_SOURCE MATERIAL:_
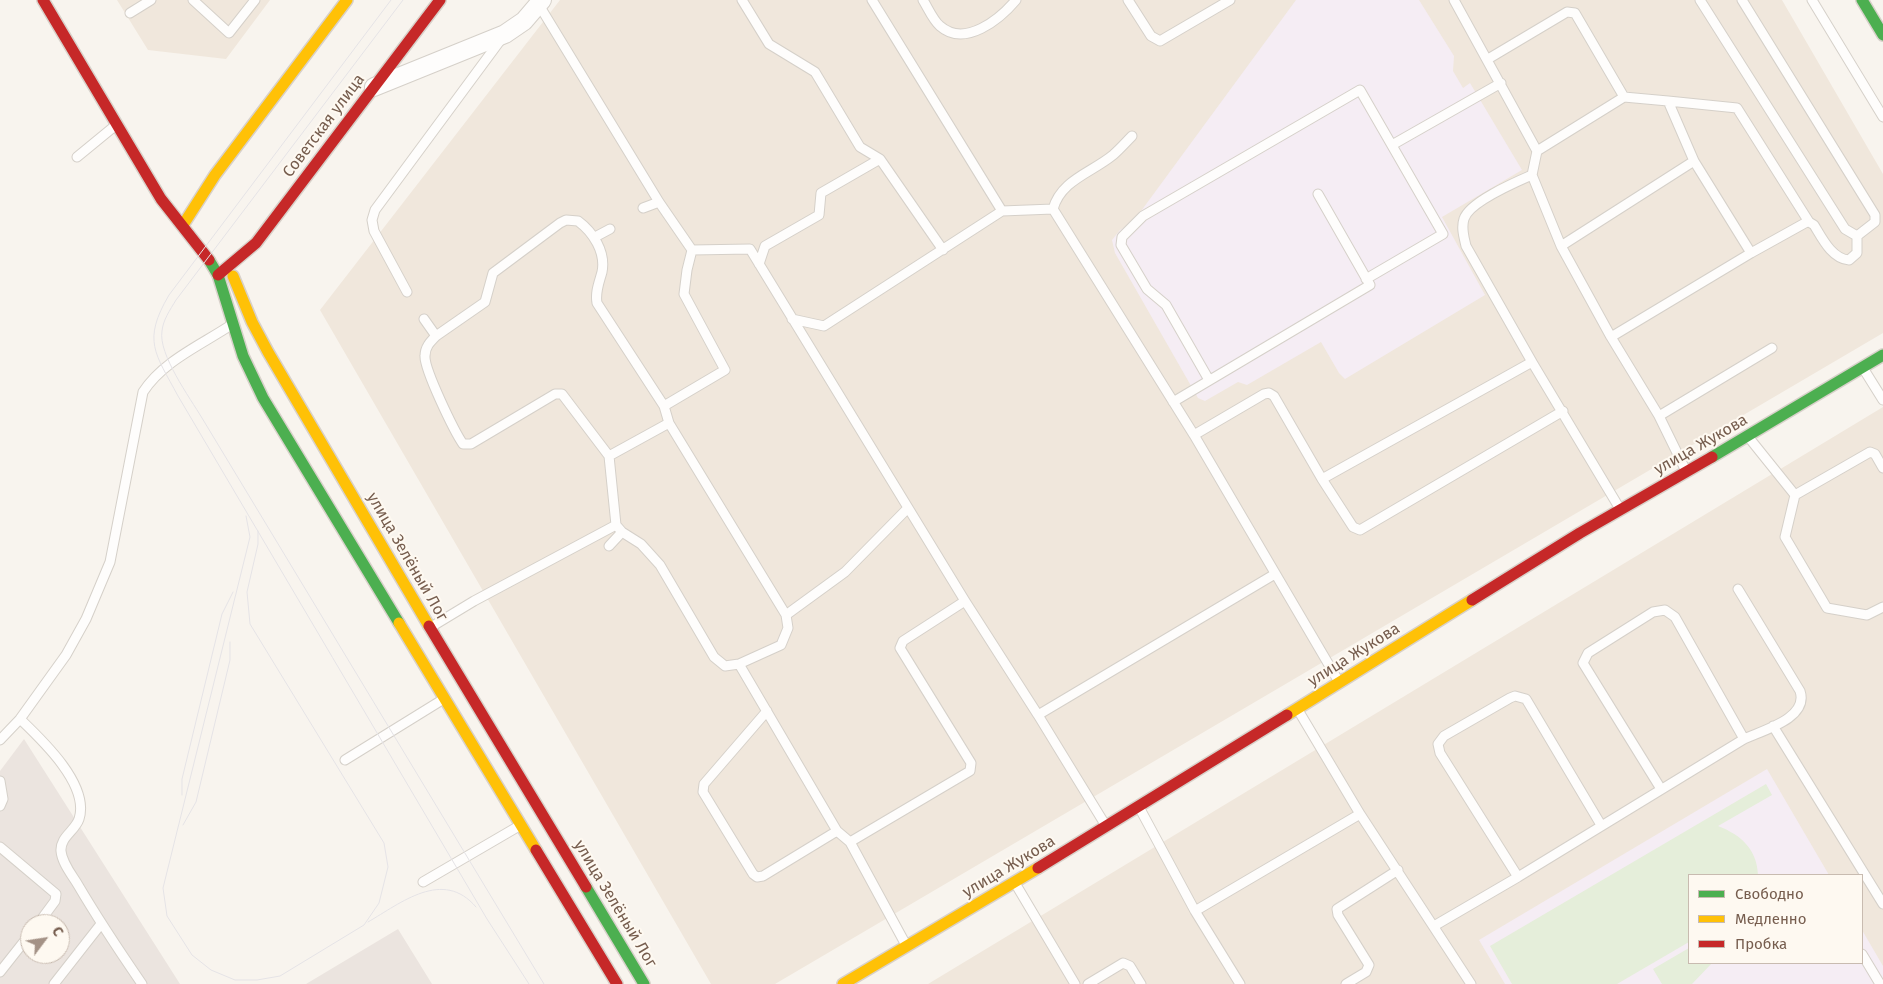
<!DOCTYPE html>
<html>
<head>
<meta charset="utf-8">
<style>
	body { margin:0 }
	#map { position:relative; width:1883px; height:984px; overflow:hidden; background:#f8f4ee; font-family:"Fira Sans",sans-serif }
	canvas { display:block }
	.legend { position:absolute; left:1688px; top:874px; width:175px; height:90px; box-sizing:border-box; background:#fef9f1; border:1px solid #c8bbb0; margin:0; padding:6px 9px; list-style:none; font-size:15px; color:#765d4e }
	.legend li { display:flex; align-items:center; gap:10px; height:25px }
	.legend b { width:25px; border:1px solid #c8bbb0 }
	.north { position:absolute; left:20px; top:914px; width:50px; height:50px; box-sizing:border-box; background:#fef9f1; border:1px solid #c8bbb0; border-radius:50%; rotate:59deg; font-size:14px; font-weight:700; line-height:20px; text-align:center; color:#765d4e }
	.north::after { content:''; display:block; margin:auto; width:18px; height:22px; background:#a49286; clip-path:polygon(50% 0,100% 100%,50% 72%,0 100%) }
</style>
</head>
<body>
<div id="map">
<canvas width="1883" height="984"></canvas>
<ul class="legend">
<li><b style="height:6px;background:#4caf50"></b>Свободно</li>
<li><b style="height:6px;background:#ffc107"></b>Медленно</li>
<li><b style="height:6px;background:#c62828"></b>Пробка</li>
</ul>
<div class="north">С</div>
</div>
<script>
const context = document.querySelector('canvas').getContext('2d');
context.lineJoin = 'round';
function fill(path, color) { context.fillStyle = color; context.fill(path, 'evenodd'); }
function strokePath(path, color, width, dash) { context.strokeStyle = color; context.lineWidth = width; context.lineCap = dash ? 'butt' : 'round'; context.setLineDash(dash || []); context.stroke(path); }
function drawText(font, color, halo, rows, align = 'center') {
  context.font = font + ' "Fira Sans",sans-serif'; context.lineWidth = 4; context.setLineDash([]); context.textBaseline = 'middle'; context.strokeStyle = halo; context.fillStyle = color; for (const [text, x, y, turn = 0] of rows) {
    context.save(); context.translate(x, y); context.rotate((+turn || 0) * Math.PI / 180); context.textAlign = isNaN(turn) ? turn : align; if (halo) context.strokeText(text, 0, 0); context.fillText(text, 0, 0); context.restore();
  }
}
fill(new Path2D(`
	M117,0H270L226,59L148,50Z
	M560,0H1782L1883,174V333L775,984H711L320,310Z
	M1883,407V984H928ZM1689,875H1862V963H1689Z`), '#f0e7dc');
fill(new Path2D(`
	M24,739L180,984H0V771ZM30,924H60V954H30Z
	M398,929L432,984H306Z`), '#ebe4df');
fill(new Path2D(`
	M1296,0H1419L1454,56L1453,71L1463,88L1470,83L1522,170L1442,217L1485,295L1345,379L1339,373L1321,342L1247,385L1238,382L1205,401L1198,398L1115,253L1112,240L1120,230L1133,222Z
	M1767,769L1829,875H1689V963H1862V930L1883,966V984H1505L1479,940Z`), '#f5edf4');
fill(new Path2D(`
	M1766,784L1772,795L1718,826C1741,835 1757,849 1758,875H1689V942L1617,984H1512L1490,946Z
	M1689,948V963H1712L1692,984H1662L1653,969Z`), '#e5eeda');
const lane = new Path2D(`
	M193,0L229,33L255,0
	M742,0L769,44L815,72L860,147L880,159L943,250
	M872,0L1002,211L1053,209L1194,435
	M923,0C928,8 933,20 940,26C965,48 1000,19 1016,0
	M1128,0L1151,36L1160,41L1230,0
	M1454,0L1537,151
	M1700,0L1845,229L1857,236
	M1742,0L1875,215V222L1857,236
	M1812,0L1883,117
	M539,5L659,202L692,250L750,249L965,601L1038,715
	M130,13L151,0
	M1488,59L1567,12L1575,13L1624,97L1668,101L1694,161L1751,253
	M1668,101L1737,108L1809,222
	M1392,145L1501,83
	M77,157L116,125
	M1532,175L1537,151L1624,97
	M643,208L659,202
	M1053,209C1061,180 1091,173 1113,155C1120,149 1126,142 1132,136
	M595,237L610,229
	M1561,246L1694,161
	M759,264L765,246L819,215L821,193L880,159
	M407,292L374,231L372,220L375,210L502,38
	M424,319L436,336C430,342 425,347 425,356C424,369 454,431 463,444H471L555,394H562L609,456L616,525L474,601L431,627
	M792,319L824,326L1002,211
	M436,336L485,302L493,273L560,223L566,220L578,221C593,232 606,252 602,272C599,283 595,292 597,303L664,406
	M1611,337L1751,253L1805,223L1809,222L1814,225C1822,238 1832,259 1849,260L1857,253V236
	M1532,362L1322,479L1353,527L1360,530L1563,411
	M1863,368L1883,400
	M1209,380L1166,305L1147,289L1121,245L1122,237L1143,216L1360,90L1443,234L1366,279
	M1173,402L1370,285L1318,194
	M1659,416L1772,348
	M669,423L664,406L725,370L684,294L687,270L692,250
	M1750,439L1795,495
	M609,456L669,423L786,615L788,628L781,645L739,664
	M1883,468L1875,454L1870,452L1795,495L1785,537L1827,608L1867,615L1883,607
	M1322,479L1274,396L1269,393L1264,394L1194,435L1339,682
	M1620,509L1532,362L1466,246C1464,237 1461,228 1464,219C1469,202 1516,182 1532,175L1561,246L1611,337L1659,416L1686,471
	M616,525L622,532L641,544L660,565L714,657L725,666L739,664L837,831L850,842
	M609,546L622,532
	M786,615L845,572L908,508
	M767,711L704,784L703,792L753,874L757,877L763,876L837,831
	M1773,726L1883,904
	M0,740L20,719
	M345,760L442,700
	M0,781L3,799L0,806
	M1661,789L1583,663L1588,653L1653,612L1665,610L1675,617L1744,739
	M1139,807L1195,911L1240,984
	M1360,814L1471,984
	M1106,826L1038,715L1275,574
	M0,847L56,894L55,901L38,924
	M1518,877L1744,739C1764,730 1809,718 1800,691L1738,589
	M423,882L519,826
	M1015,883L1075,984
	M1195,911L1360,814L1298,710
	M1434,926L1518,877L1440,753L1438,744L1444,736L1510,698L1515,696L1526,699L1601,825
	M906,945L850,842L970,771L971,763L900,648L903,641L965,601
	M1862,954L1880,984
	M0,972L30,934
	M54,984L101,924
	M142,984C120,952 98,919 78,885C72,875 62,863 61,851C60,837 75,831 79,819C90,785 42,740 20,719L66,655L86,619L110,562L143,392C163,361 201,345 231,325
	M1088,984L1123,963L1130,966L1141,984
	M1346,984L1366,972L1369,965L1338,915L1337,909L1398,870`);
const street = new Path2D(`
	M374,87L505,34L524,21L542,0`);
const fast = new Path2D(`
	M1862,0L1883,35
	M209,260L218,275L243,356L263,398L399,623
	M1712,457L1883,355
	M586,887L644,984`);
const slow = new Path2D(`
	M183,225L215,175L347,0
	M233,276L252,322L268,352L429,626
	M399,623L536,850
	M1287,715L1472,600
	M843,984L1038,868`);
const jam = new Path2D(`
	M43,0L161,199L209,260
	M218,275L256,243L440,0
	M1472,600L1580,533L1712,457
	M429,626L586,887
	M536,850L617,984
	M1038,868L1287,715`);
strokePath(lane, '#d5d0c9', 11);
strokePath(street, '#d5d0c9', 20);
strokePath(fast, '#d8d1ca', 14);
strokePath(slow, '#d8d1ca', 14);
strokePath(jam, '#d8d1ca', 14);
strokePath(lane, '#fefdfc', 9);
strokePath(street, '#fefdfc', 18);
strokePath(fast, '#4caf50', 11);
strokePath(slow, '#ffc107', 11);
strokePath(jam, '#c62828', 11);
strokePath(new Path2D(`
	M391,0L169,295C142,341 155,353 178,396L487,919L529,984
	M403,0L176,300C170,310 163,320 162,331C158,354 190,398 202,418L544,984
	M246,516L250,537L163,888L167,916L192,955L211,970L235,980H257L280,976L364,925L379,903L388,867L384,843L250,624L247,592L258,544V531
	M182,795V779L222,614L233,592
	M183,825L196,802L230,660V642
	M368,922C401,903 443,868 476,907`), '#e5e3e6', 1);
drawText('16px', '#765d4e', '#fef9f1', [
	["Советская улица",324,126,-53],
	["улица Жукова",1701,445,-30],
	["улица Зелёный Лог",407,557,60],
	["улица Жукова",1354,655,-32],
	["улица Жукова",1009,867,-31],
	["улица Зелёный Лог",615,904,59]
]);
</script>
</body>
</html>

_WHAT IS BEING ASKED:_
Throughout the data above, count the lines where the word "strokeStyle" occurs, and report that figure alone.

_REPLY:_
2